Machine Learning Algorithm Selection

Dear All,

I have a ML problem with 130 features and 3000 records. The number of data seems to be less with more features. What would be the right ML algorithm that will be work for this and Why?

This is a regression problem.

Shankar R

1 Like

Apply PCA then give a try to Random Forest. @shankarthebest

Apply Support Vector Regression which is capable of handling more number of features.

First check the variables are independent of each other. (the basic assumption for regression problem).
Take your numerical variables and check the correlated features and remove those that are highly correlated. There are many statistical techniques too for picking the choosing the right variables.
For categorical variables: check the distribution of each category on that variable as a whole and on the response variable. If any category looks highly skewed remove those.


Best method for dataset with more features and less data is Support vector.

However first check for co-relations between features and remove those that are highly correlated. Post that apply PCA.

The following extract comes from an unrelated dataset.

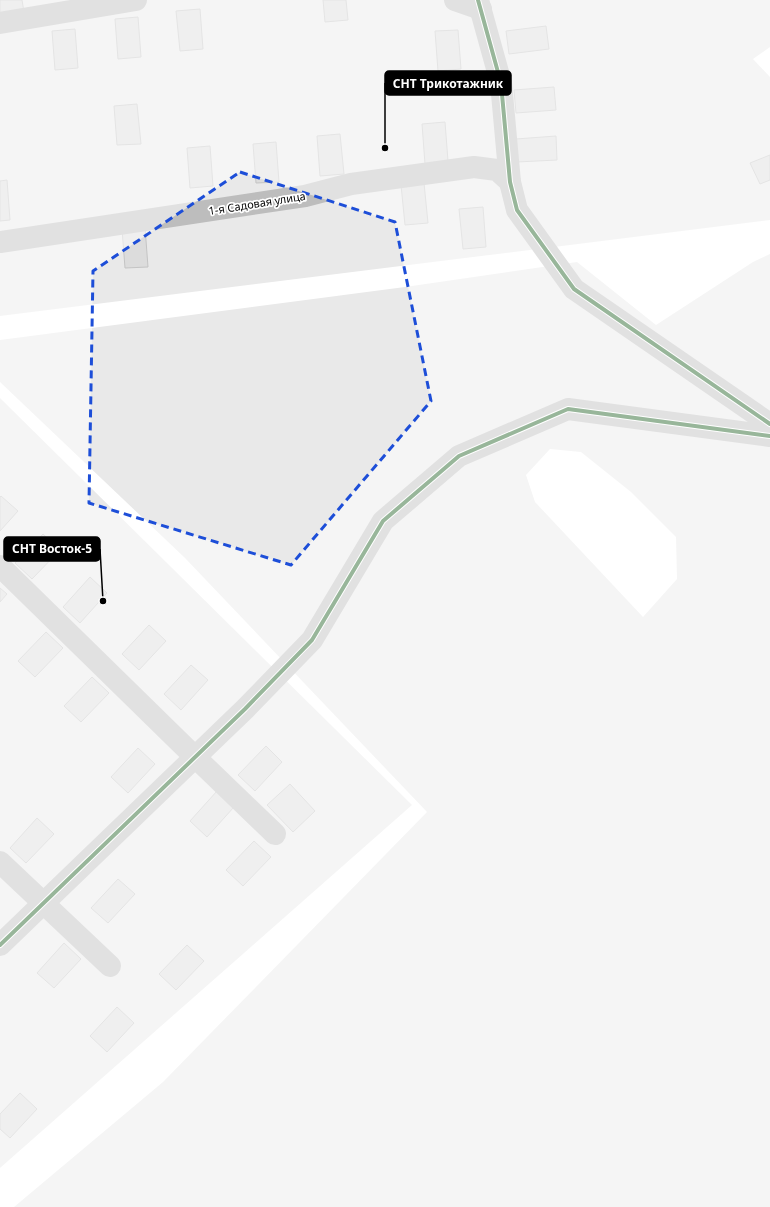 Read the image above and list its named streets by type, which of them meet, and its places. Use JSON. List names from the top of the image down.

I believe that best approach would be here to first drop the non significant variables from the dataset

you can try use
correlation check
different feature selection techniques ( p value basis, feature importance etc)
also out of 130 variable how many are categorical and how many continuous

if you are not able to drop significant number variable it depends what is the main purpose of your model
if you need more interpretation then it would be complex after using the dimension reduction techniques(PCA etc)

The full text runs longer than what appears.